No tenía Fernando más que ladear un poco la cabeza, volviendo los ojos al interior de la cubierta, y recibía en su olfato inmediatamente la esencia de los licores que burbujeaban con mezcla de soda en las mesas del café, el perfume de agua de Colonia que iban esparciendo las mujeres como un recuerdo de su baño matinal. Parecía ser de un planeta distinto la vida que se desarrollaba cuatro metros por encima de la muchedumbre emigrante. Los camareros iban de grupo en grupo ofreciendo grandes bandejas cargadas de emparedados y tazas de caldo: el segundo refrigerio de la mañana. Las señoras exhibían con afectada modestia sus trajes de verano recién extraídos de los cofres, y cambiaban mutuos cumplimientos. Muchos pasajeros iban vestidos de blanco de pies á cabeza, é igualmente de blanco los domésticos del buque, los músicos y los oficiales. Había momentos en que el castillo central parecía invadido por una tripulación de pierrots.

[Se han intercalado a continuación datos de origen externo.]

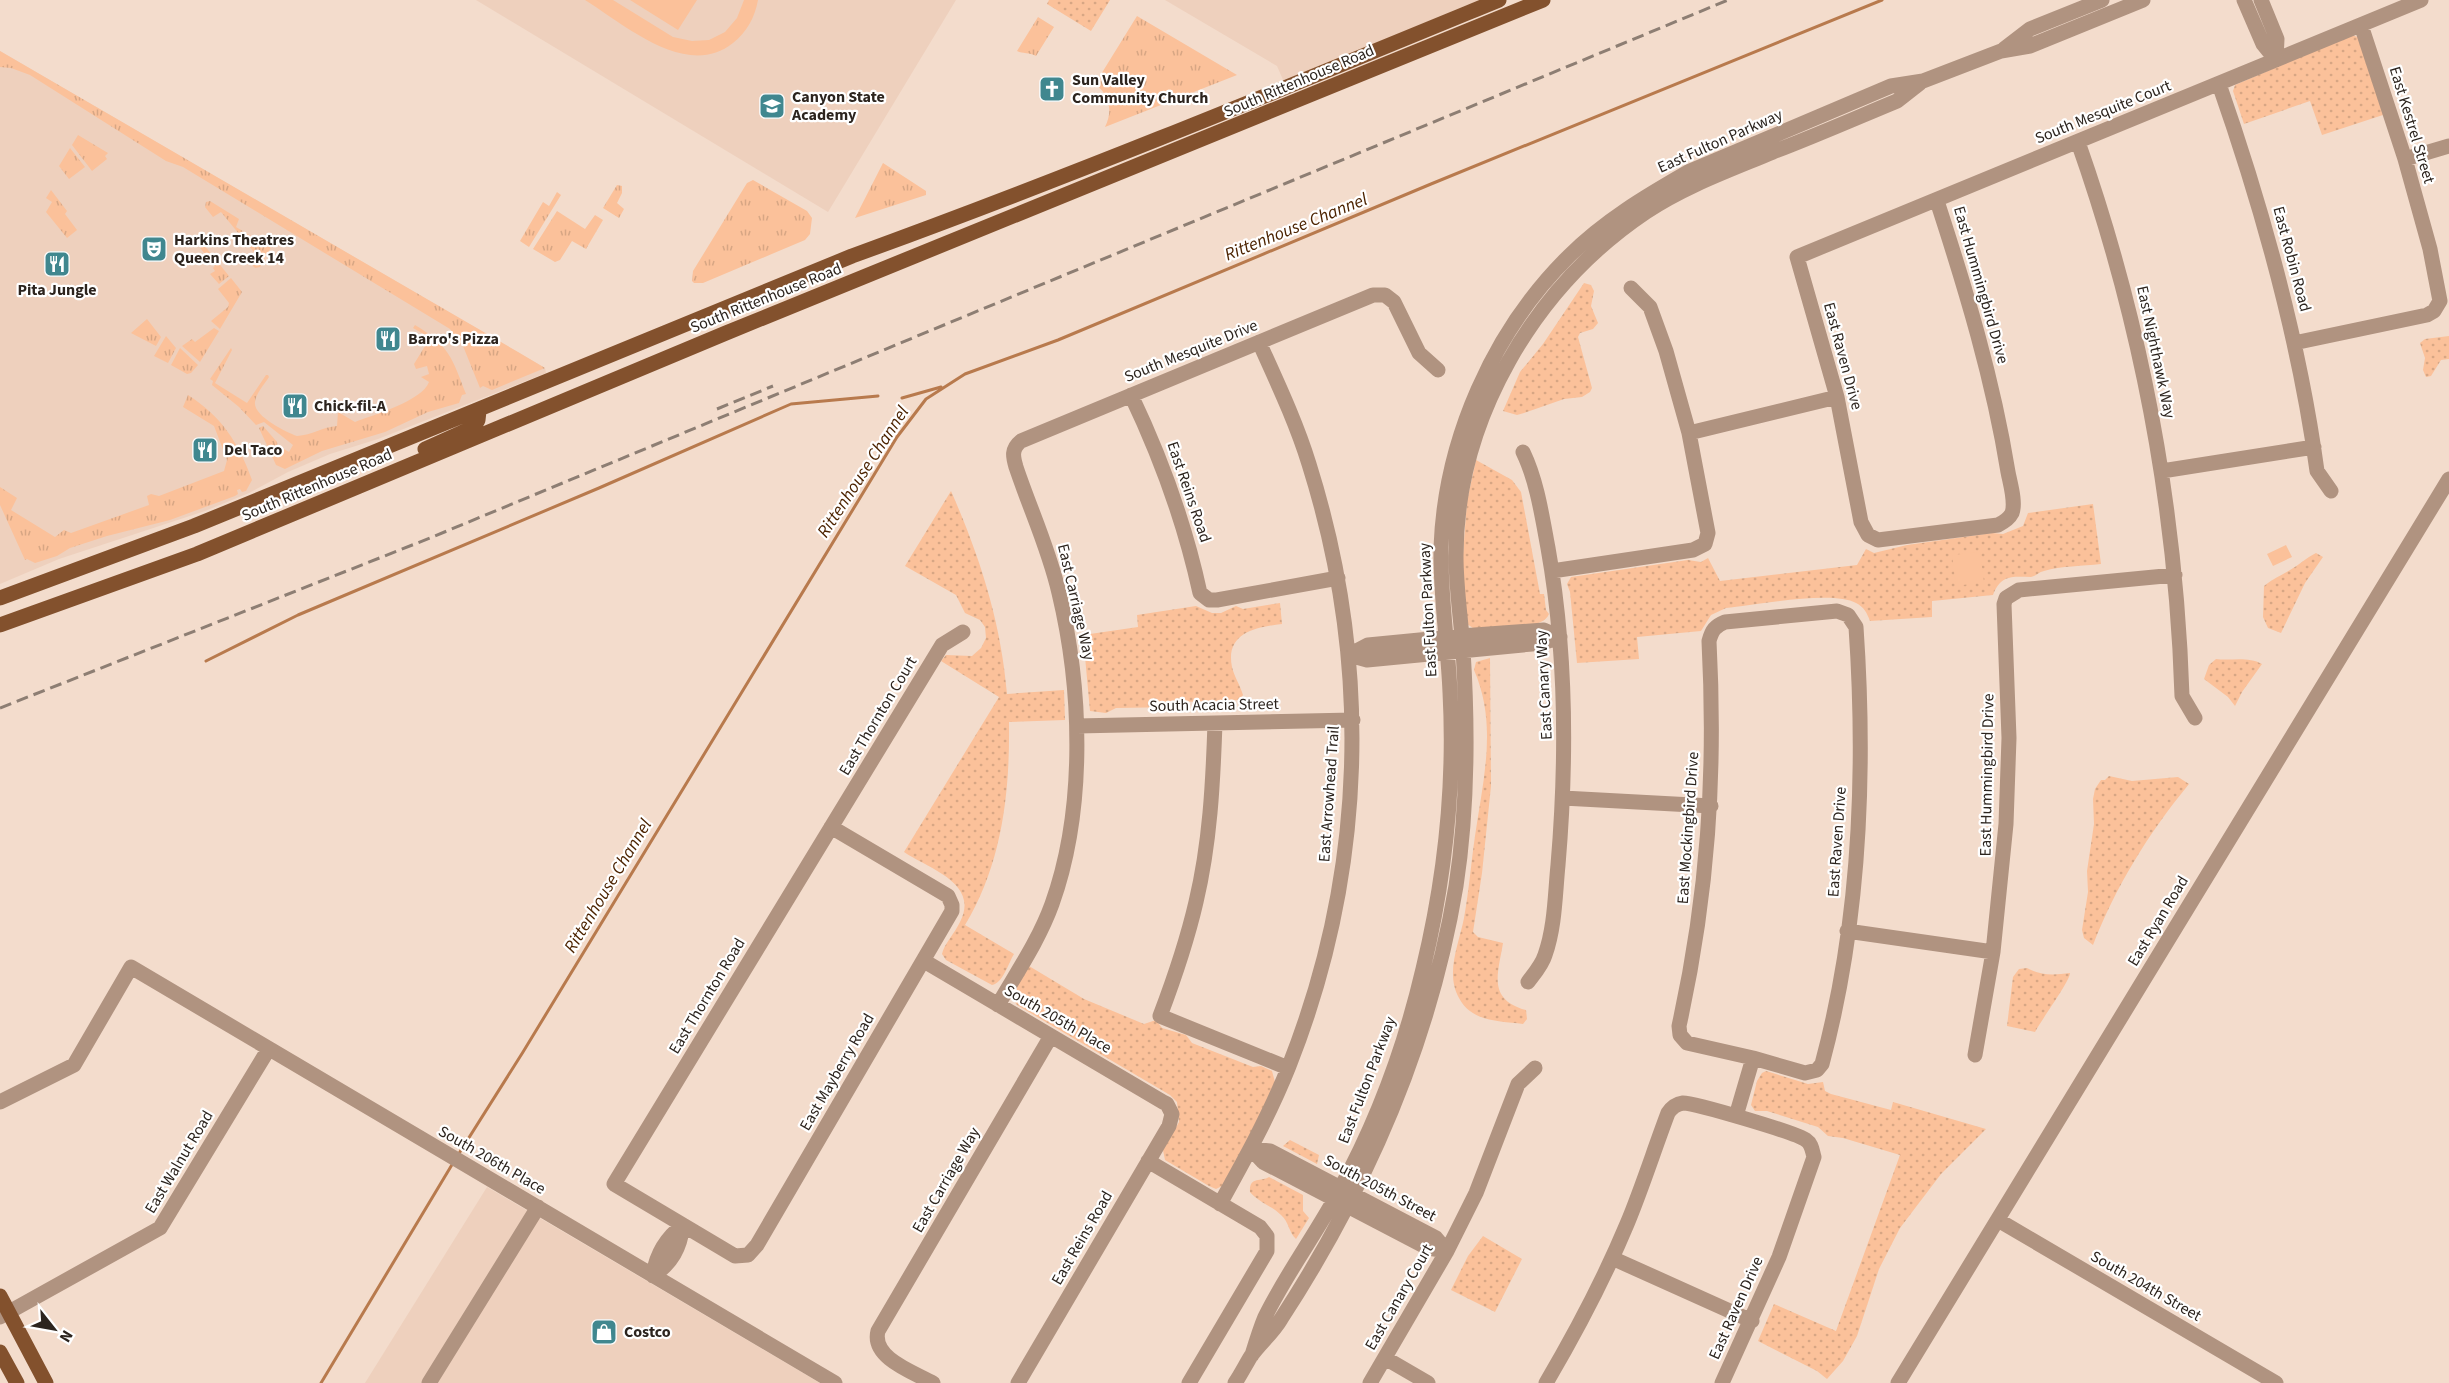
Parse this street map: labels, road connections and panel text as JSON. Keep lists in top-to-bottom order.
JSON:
{
  "streets": {
    "main road": ["South Rittenhouse Road"],
    "street": [
      "South Mesquite Court",
      "East Kestrel Street",
      "East Fulton Parkway",
      "East Robin Road",
      "East Hummingbird Drive",
      "South Mesquite Drive",
      "East Nighthawk Way",
      "East Raven Drive",
      "East Reins Road",
      "East Carriage Way",
      "East Canary Way",
      "South Acacia Street",
      "East Thornton Court",
      "East Arrowhead Trail",
      "East Mockingbird Drive",
      "East Ryan Road",
      "East Thornton Road",
      "South 205th Place",
      "East Mayberry Road",
      "South 206th Place",
      "East Walnut Road",
      "South 205th Street",
      "South 204th Street",
      "East Canary Court"
    ]
  },
  "crossings": [
    ["South Mesquite Court", "East Kestrel Street"],
    ["South Mesquite Court", "East Robin Road"],
    ["South Mesquite Court", "East Hummingbird Drive"],
    ["South Mesquite Court", "East Nighthawk Way"],
    ["South Mesquite Court", "East Raven Drive"],
    ["East Kestrel Street", "East Robin Road"],
    ["East Fulton Parkway", "South 205th Street"],
    ["East Hummingbird Drive", "East Nighthawk Way"],
    ["East Hummingbird Drive", "East Raven Drive"],
    ["South Mesquite Drive", "East Reins Road"],
    ["South Mesquite Drive", "East Carriage Way"],
    ["South Mesquite Drive", "East Arrowhead Trail"],
    ["East Raven Drive", "East Mockingbird Drive"],
    ["East Reins Road", "East Arrowhead Trail"],
    ["East Reins Road", "South 205th Place"],
    ["East Carriage Way", "South Acacia Street"],
    ["East Carriage Way", "South 205th Place"],
    ["South Acacia Street", "East Arrowhead Trail"],
    ["East Thornton Court", "East Thornton Road"],
    ["East Thornton Court", "East Mayberry Road"],
    ["East Arrowhead Trail", "South 205th Street"],
    ["East Ryan Road", "South 204th Street"],
    ["East Thornton Road", "East Mayberry Road"],
    ["South 205th Place", "East Mayberry Road"],
    ["South 206th Place", "East Walnut Road"],
    ["South 205th Street", "East Canary Court"]
  ],
  "water": ["Rittenhouse Channel"],
  "places": {
    "church": ["Sun Valley Community Church"],
    "school or university": ["Canyon State Academy"],
    "theatre": ["Harkins Theatres Queen Creek 14"],
    "restaurant": [
      "Pita Jungle",
      "Barro's Pizza",
      "Chick-fil-A",
      "Del Taco"
    ],
    "shop": ["Costco"]
  },
  "north": "bottom right"
}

Pasó Mrs. Power, sola como siempre en sus matinales paseos, erguida y sin mirar á nadie, con un sombrero de tul elegante y vistoso. Fernando sintió al verla indecisión y timidez, pero ella, deteniéndose un momento, vino en su auxilio. Le saludó preguntando con un retintín irónico cómo había pasado la noche. Sonreía protectoramente, dando á entender que perdonaba á Ojeda su travesura de niño grande. Todo estaba olvidado... Y le tendió una mano antes de alejarse, continuando su marcha de ritmo varonil.

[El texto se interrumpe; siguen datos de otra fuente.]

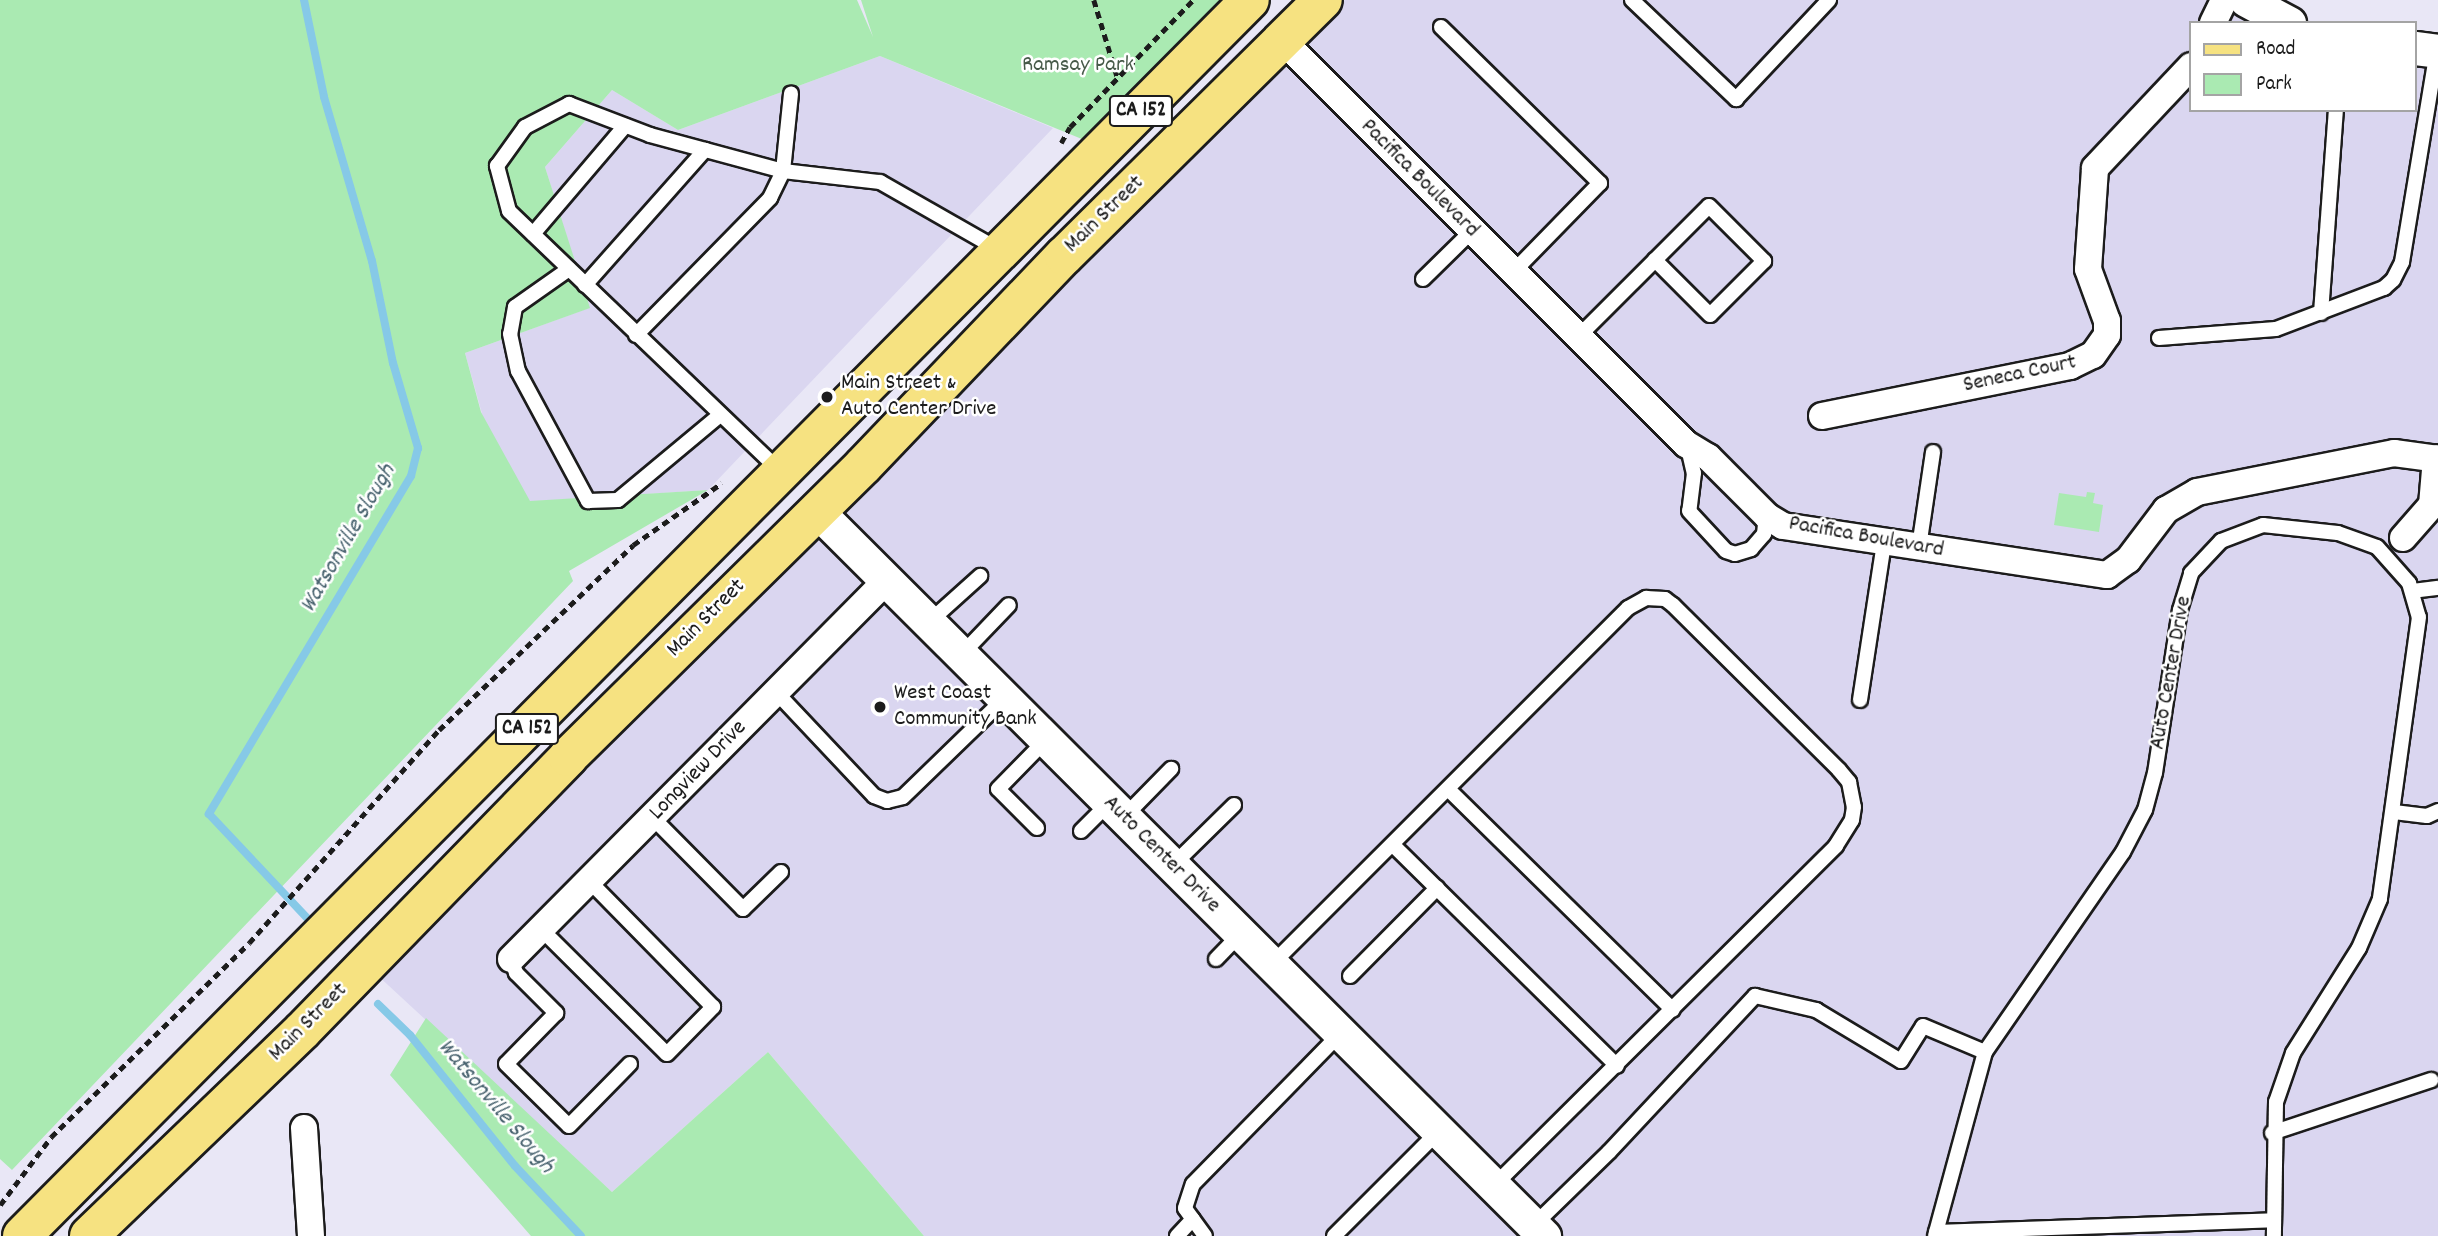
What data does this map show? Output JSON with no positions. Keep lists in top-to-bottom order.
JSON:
{
  "streets": {
    "main road": ["CA 152", "Main Street", "Auto Center Drive"],
    "street": ["Pacifica Boulevard", "Seneca Court", "Longview Drive"]
  },
  "crossings": [
    ["CA 152", "Auto Center Drive"],
    ["Pacifica Boulevard", "Main Street"],
    ["Main Street", "Auto Center Drive"],
    ["Auto Center Drive", "Longview Drive"]
  ],
  "water": ["Watsonville Slough"],
  "parks": ["Ramsay Park"],
  "places": ["Main Street & Auto Center Drive", "West Coast Community Bank"],
  "legend": ["Road", "Park"]
}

Transcurría el tiempo sin que la cubierta se viese tan poblada como en otras mañanas. Muchos sillones permanecían vacíos. Las graves señoras alejaban á sus hijas para conversar entre ellas con voz de misterio y gestos de indignación, como si comentasen algo escandaloso. No había aparecido aún ninguno de aquellos jóvenes de cuya amistad hablaba Maltrana con entusiasmo. También él permanecía invisible, y lo mismo Nélida con su escolta de adoradores.
El doctor Zurita pasó junto á Ojeda aspirando el humo de su tercer cigarro matinal.
—Poca gente—dijo—. Anoche, según parece, hubo farra larga. Debe haber abajo un tendal de muertos y heridos... ¡Qué muchachada tan viva! ¡Cosas de la edad!...
Y siguió adelante, sonriendo con una tolerancia de veterano al pensar en las locuras de la «muchachada». Estaba tranquilo por haberle dicho su ayuda de cámara andaluz que los hijos mayores roncaban en sus camarotes con la fatiga de una noche pasada en claro, pero sin desperfectos visibles.
La música siguió desarrollando su programa, matinal como si sonase en el vacío. Pasaban las señoritas formando grupos, lo mismo que en las plazas de las pequeñas ciudades, alrededor del kiosco de conciertos; pero les faltaba en este continuo girar el encuentro con los jóvenes, el acompañamiento de un amigo, miradas curiosas y simpáticas que las persiguiesen.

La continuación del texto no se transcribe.